La Faculté de Médecine du Honduras a confirmé que ce lundi, les assemblées d'information se poursuivront dans les centres de santé du pays, à l'occasion de la huitième journée consécutive de mobilisation du syndicat.
L'organisation exige des réponses sur les licenciements, les réintégrations, les salaires en attente et la formalisation des contrats des médecins dirigeants.
Dans un appel adressé à ses membres, l'organisation médicale a réitéré que la mesure vise à faire pression sur les autorités pour qu'elles répondent à ces réclamations et que tant que le problème persiste, les assemblées auront lieu simultanément dans différentes régions du pays et a rappelé que la participation des médecins convoqués est obligatoire.
Il a également prévenu que les absences injustifiées pourraient entraîner des sanctions conformément au règlement intérieur de l'association professionnelle.
Malgré la continuité des protestations, le syndicat a assuré que les services d'urgence et les zones critiques des hôpitaux et centres de santé continueront à fonctionner normalement, dans le but de garantir la prise en charge des patients nécessitant une assistance immédiate.
Les assemblées d'information ont débuté la semaine dernière dans le cadre d'une stratégie de pression pour exiger le respect des engagements liés aux conditions de travail du personnel médical.
Depuis, les professionnels de santé entretiennent la nécessité d’obtenir des réponses concrètes de la part des autorités.

Le président du Honduras, Nasry Asfura, a appelé au dialogue et a assuré que le gouvernement restait disposé à aborder les propositions du secteur dans les limites des possibilités juridiques et financières de l'État.
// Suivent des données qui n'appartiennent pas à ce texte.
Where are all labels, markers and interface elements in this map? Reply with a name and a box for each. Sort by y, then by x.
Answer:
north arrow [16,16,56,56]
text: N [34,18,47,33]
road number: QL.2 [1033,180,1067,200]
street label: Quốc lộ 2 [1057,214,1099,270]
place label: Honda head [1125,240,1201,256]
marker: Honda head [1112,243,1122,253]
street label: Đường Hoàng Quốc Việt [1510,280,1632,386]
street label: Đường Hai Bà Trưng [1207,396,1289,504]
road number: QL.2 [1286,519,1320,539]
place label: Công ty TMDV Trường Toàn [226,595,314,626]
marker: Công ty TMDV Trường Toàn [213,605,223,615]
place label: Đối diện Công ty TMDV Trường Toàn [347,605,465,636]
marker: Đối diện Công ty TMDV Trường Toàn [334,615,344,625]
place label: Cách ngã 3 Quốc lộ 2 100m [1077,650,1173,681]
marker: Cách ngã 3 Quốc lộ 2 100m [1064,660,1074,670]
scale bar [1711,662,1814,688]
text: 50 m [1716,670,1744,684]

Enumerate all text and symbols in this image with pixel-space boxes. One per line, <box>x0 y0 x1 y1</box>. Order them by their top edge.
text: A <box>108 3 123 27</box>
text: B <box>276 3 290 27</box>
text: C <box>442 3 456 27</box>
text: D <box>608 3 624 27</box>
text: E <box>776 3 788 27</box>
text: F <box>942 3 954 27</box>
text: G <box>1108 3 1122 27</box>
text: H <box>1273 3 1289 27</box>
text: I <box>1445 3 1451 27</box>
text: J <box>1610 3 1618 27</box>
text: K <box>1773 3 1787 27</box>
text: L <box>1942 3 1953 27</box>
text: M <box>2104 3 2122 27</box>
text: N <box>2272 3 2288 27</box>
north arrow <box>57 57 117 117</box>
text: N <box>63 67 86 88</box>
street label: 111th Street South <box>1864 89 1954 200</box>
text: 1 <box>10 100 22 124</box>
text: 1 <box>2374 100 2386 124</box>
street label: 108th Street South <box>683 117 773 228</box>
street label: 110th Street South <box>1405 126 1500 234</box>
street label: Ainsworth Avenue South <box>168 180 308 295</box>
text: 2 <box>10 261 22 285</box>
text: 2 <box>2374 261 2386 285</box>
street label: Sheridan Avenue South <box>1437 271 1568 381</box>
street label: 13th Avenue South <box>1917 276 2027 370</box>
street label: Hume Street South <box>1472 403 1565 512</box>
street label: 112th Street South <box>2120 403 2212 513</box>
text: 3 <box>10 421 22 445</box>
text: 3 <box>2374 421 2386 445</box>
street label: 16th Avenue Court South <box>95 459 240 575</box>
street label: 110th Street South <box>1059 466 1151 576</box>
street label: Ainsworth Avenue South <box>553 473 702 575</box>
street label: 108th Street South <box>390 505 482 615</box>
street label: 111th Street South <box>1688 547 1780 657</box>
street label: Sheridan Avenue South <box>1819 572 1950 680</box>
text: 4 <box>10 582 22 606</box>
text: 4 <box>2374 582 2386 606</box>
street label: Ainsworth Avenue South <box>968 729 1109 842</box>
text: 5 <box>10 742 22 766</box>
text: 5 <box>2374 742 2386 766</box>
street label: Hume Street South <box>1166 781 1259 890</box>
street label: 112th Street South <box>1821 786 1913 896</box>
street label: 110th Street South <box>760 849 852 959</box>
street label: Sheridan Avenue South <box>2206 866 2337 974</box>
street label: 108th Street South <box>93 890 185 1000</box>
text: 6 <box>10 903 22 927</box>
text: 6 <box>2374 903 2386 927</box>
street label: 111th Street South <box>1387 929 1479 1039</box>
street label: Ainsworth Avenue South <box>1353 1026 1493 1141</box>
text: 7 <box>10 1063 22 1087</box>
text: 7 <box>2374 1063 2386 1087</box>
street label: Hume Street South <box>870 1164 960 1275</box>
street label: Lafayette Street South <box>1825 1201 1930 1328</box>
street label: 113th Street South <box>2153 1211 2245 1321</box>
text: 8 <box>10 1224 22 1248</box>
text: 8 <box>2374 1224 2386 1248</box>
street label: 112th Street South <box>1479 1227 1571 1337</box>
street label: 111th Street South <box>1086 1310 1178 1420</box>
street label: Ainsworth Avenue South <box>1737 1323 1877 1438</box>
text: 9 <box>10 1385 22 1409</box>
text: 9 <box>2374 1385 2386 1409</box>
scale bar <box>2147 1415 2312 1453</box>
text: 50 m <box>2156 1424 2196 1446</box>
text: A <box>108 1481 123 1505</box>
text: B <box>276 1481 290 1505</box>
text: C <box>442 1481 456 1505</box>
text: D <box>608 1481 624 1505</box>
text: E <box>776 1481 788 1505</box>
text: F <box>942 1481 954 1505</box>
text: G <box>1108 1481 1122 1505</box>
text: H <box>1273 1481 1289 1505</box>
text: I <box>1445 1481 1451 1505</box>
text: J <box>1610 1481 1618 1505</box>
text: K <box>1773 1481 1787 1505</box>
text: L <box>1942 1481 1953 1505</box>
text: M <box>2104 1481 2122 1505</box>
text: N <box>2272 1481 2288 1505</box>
Le président a indiqué qu'après des réunions à la table technique de la santé, il a été convenu d'avancer le paiement des salaires en attente à quelque 300 médecins touchés par les retards administratifs accumulés depuis décembre de l'administration précédente.
En outre, il a souligné que parmi les engagements assumés figurent le décaissement de l'ajustement biennal, le supplément à la base salariale établie par décret et la signature des contrats pour 87 médecins qui ont déjà complété le processus d'examen technique correspondant.
Asfura a assuré que ces processus doivent être achevés avant le 30 juin, date fixée pour respecter les engagements pris avec le syndicat médical.
Le CMH maintient les assemblées informatives en attendant que les accords annoncés se traduisent en mesures concrètes. Le Gouvernement, pour sa part, insiste sur le fait que la voie du dialogue reste ouverte et a réitéré l'invitation à de nouvelles réunions pour aborder les questions en suspens.

Alors que les rassemblements se poursuivent dans différents centres de santé, certains patients ont exprimé des difficultés pour accéder aux consultations ambulatoires et aux services spécialisés qui ne sont pas inclus dans les zones d'urgence.
Dans plusieurs hôpitaux, des reportages de rendez-vous et des retards dans les soins médicaux ont été constatés, notamment lors des consultations de suivi et d'évaluation des maladies chroniques. Certains patients ont indiqué qu'après avoir voyagé depuis des communautés éloignées, ils ont dû rentrer chez eux sans être soignés en raison de la suspension temporaire de certaines consultations.
« Je suis arrivé tôt pour mon rendez-vous de contrôle et ils m'ont informé qu'il serait reporté en raison des assemblées », a déclaré Jorge Funes, qui attendait des soins à l'hôpital universitaire de Tegucigalpa.
Des situations similaires ont également été signalées dans d'autres régions du pays, les usagers exprimant leur inquiétude quant à l'impact des mesures syndicales sur la continuité des traitements médicaux et des soins pour des affections nécessitant un suivi périodique.
La Faculté de médecine du Honduras a réitéré que les services d'urgence, d'hospitalisation et les zones critiques continuent de fonctionner normalement, de sorte que les soins aux patients à risque n'ont pas été interrompus.